For complete  graphs, PairViz includes some alternative constructions of Eulerian (or nearly Eulerian) paths.

- The function `eseq()` uses a recursive algorithm,  and forms a path on 1,..,n  by appending extra edges on to the tour on 1,...,(n-2). For more details of the `eseq` algorithm, see Hurley and Oldford (2011).

- The function `eseqa()` gives a different sequence. For odd n, the tour starts at 1,
then takes steps of size 1,2,...,m repeatedly, where m is (n-1)/2. For even n, the path constructed
is formed as `eseqa(n+1)`, followed by dropping node n+1.  (Note that any permulation of the
step sizes 1,2,...,m would do just as well).

Two other functions are

- `kntour_drop()` takes an Euler tour on the complete graph with nodes 1,2,..n as input for odd n, and 
removes all occurences of n from the sequence.
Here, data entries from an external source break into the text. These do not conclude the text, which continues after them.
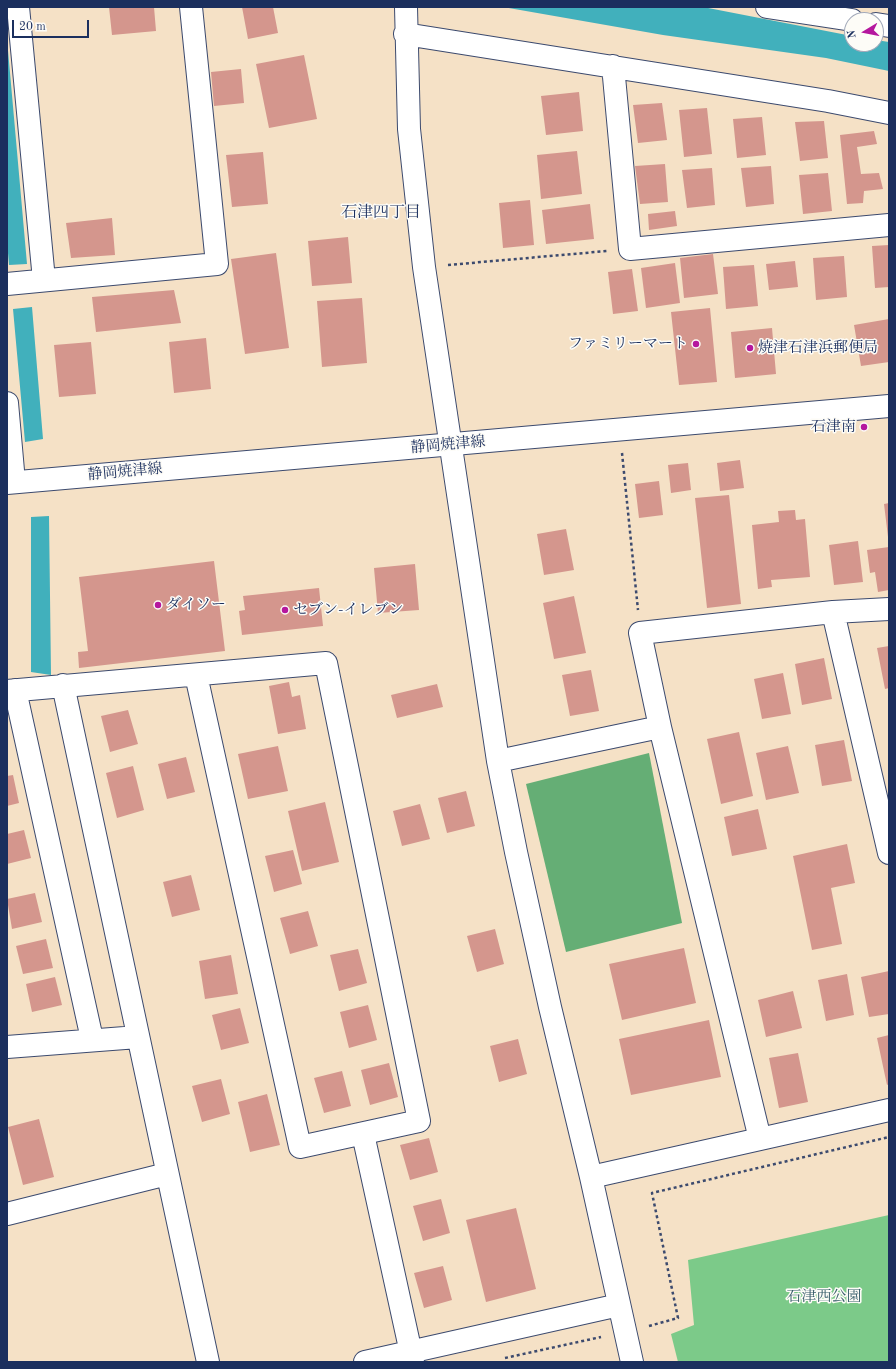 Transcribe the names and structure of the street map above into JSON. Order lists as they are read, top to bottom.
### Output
{
  "streets": {
    "street": ["静岡焼津線"]
  },
  "districts": ["石津四丁目"],
  "parks": ["石津西公園"],
  "places": [
    "ファミリーマート",
    "焼津石津浜郵便局",
    "石津南",
    "ダイソー",
    "セブン-イレブン"
  ],
  "scale_bar": "20 m",
  "north": "left"
}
The result is a nearly Eulerian path on the
complete graph with n-1 nodes.

- `kntour_add()` takes an Euler tour on the complete graph with nodes 1,2,..n as input for odd n, and 
appends a path joining node n+1 to each of nodes 1,2,...,n . The result is a nearly Eulerian path on the
complete graph with n-1 nodes.



## Edge traversal of a complete graph via Hamiltonian decompositions
A Hamiltonian path of a graph is a path that visits every node of a graph exactly once.
For a general graph, determining whether such a path exists is difficult, and
in fact is an NP-hard problem. For a complete graph of n nodes, the path 1,2,...,n
is a Hamiltonian path.

Consider a complete graph with an odd number of nodes such as `k5`.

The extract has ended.